HEART Pathway Implementation Safely Reduces Hospitalizations at One Year in Patients With Acute Chest Pain

Study objective We determine whether implementation of the HEART (History, ECG, Age, Risk Factors, Troponin) Pathway is safe and effective in emergency department (ED) patients with possible acute coronary syndrome through 1 year of follow-up. Methods A preplanned analysis of 1-year follow-up data from a prospective pre-post study of 8,474 adult ED patients with possible acute coronary syndrome from 3 US sites was conducted. Patients included were aged 21 years or older, evaluated for possible acute coronary syndrome, and without ST-segment elevation myocardial infarction. Accrual occurred for 12 months before and after HEART Pathway implementation, from November 2013 to January 2016. The HEART Pathway was integrated into the electronic health record at each site as an interactive clinical decision support tool.
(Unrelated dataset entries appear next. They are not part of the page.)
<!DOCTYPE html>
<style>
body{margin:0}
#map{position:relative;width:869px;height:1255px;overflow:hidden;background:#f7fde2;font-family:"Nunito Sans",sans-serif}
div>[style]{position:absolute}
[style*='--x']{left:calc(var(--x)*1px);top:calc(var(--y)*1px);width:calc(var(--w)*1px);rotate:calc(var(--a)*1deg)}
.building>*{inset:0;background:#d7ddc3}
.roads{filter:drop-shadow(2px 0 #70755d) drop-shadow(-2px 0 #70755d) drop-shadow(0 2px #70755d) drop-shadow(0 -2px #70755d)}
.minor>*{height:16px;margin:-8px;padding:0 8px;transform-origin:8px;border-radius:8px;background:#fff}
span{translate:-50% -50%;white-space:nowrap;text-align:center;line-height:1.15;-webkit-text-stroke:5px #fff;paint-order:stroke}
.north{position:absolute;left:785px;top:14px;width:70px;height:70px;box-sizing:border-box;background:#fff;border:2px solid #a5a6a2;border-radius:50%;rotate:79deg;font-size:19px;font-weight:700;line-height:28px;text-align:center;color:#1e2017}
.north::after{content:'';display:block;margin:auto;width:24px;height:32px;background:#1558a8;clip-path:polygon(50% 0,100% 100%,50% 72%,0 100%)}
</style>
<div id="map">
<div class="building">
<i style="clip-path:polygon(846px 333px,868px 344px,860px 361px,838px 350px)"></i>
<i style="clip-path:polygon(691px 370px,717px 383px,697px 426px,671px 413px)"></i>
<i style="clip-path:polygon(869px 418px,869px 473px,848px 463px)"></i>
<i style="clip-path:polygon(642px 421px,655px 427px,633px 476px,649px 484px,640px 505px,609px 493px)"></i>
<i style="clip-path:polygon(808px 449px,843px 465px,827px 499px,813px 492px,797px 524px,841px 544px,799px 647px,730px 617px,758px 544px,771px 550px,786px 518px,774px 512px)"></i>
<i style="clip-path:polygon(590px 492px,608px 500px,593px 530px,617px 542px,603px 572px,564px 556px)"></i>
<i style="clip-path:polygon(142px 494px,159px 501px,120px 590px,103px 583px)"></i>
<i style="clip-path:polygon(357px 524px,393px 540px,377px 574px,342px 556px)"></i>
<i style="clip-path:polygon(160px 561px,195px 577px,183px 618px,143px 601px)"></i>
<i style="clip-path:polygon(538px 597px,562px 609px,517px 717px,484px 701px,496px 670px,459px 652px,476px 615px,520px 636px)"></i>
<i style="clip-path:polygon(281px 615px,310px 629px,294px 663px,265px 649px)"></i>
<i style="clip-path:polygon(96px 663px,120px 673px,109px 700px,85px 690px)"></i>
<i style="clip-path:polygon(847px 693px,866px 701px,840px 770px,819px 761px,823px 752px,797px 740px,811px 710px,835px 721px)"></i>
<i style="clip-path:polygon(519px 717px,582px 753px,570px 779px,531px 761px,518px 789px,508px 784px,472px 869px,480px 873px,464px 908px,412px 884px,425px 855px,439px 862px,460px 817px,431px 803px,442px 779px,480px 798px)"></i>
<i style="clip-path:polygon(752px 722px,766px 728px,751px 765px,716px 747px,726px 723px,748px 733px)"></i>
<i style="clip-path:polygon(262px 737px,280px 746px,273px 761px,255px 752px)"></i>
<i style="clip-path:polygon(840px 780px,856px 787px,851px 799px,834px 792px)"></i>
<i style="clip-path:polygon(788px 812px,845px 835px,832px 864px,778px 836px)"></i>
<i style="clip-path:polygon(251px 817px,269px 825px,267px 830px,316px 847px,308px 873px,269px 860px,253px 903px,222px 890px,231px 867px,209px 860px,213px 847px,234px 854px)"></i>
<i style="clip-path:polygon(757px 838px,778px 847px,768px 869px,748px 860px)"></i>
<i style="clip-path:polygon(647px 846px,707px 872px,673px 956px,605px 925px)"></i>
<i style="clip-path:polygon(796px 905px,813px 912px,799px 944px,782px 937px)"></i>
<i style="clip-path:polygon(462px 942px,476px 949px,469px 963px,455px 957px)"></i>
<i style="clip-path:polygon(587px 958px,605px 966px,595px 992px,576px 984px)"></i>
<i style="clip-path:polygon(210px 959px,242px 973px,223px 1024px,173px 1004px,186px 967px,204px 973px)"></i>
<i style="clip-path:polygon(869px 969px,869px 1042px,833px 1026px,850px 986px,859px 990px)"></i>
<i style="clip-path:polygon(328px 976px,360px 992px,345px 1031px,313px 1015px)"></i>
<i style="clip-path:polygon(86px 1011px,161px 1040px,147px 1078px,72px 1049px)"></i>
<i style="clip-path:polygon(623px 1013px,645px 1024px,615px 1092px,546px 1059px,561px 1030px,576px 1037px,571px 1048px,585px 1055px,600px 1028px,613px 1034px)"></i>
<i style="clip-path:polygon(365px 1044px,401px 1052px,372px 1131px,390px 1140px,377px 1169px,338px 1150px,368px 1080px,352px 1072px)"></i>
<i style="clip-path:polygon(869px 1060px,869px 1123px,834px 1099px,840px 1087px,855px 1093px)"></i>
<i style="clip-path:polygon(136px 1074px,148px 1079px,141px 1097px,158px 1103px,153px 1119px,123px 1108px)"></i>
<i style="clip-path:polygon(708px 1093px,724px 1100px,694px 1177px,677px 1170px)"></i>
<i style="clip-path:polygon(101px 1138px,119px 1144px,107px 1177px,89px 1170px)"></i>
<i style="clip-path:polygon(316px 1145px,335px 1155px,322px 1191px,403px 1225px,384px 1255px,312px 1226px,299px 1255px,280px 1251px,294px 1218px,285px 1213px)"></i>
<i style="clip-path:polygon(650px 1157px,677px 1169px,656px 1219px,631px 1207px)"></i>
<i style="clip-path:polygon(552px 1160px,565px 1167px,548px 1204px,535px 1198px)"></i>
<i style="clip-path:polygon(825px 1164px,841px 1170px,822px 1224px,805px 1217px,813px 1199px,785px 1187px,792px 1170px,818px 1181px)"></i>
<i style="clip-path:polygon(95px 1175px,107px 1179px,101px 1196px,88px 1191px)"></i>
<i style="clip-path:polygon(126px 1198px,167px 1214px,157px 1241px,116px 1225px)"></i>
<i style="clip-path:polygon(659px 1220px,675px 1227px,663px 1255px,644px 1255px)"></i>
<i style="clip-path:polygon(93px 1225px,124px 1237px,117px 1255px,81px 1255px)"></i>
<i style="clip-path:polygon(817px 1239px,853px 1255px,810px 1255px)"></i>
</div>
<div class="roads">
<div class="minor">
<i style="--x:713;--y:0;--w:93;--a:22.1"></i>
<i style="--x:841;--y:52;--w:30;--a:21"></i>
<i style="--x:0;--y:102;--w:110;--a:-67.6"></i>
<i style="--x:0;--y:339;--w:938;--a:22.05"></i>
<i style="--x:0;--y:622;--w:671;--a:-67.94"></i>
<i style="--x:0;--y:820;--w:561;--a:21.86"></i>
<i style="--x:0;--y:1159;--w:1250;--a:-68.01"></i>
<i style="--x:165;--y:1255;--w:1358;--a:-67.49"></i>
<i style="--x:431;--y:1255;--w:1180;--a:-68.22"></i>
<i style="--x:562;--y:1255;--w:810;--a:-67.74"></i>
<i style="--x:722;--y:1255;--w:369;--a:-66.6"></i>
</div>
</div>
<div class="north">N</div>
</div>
After integration, ED providers prospectively used the HEART Pathway to identify patients with possible acute coronary syndrome as low risk (appropriate for early discharge without stress testing or angiography) or nonlow risk (appropriate for further inhospital evaluation). Safety (all-cause death and myocardial infarction) and effectiveness (hospitalization) at 1 year were determined from health records, insurance claims, and death index data. Results Preimplementation and postimplementation cohorts included 3,713 and 4,761 patients, respectively. The HEART Pathway identified 30.7% of patients as low risk; 97.5% of them were free of death and myocardial infarction within 1 year. Hospitalization at 1 year was reduced by 7.0% in the postimplementation versus preimplementation cohort (62.1% versus 69.1%; adjusted odds ratio 0.70; 95% confidence interval 0.63 to 0.78). Rates of death or myocardial infarction at 1 year were similar (11.6% versus 12.4%; adjusted odds ratio 1.00; 95% confidence interval 0.87 to 1.16). Conclusion HEART Pathway implementation was associated with decreased hospitalizations and low adverse event rates among low-risk patients at 1-year follow-up.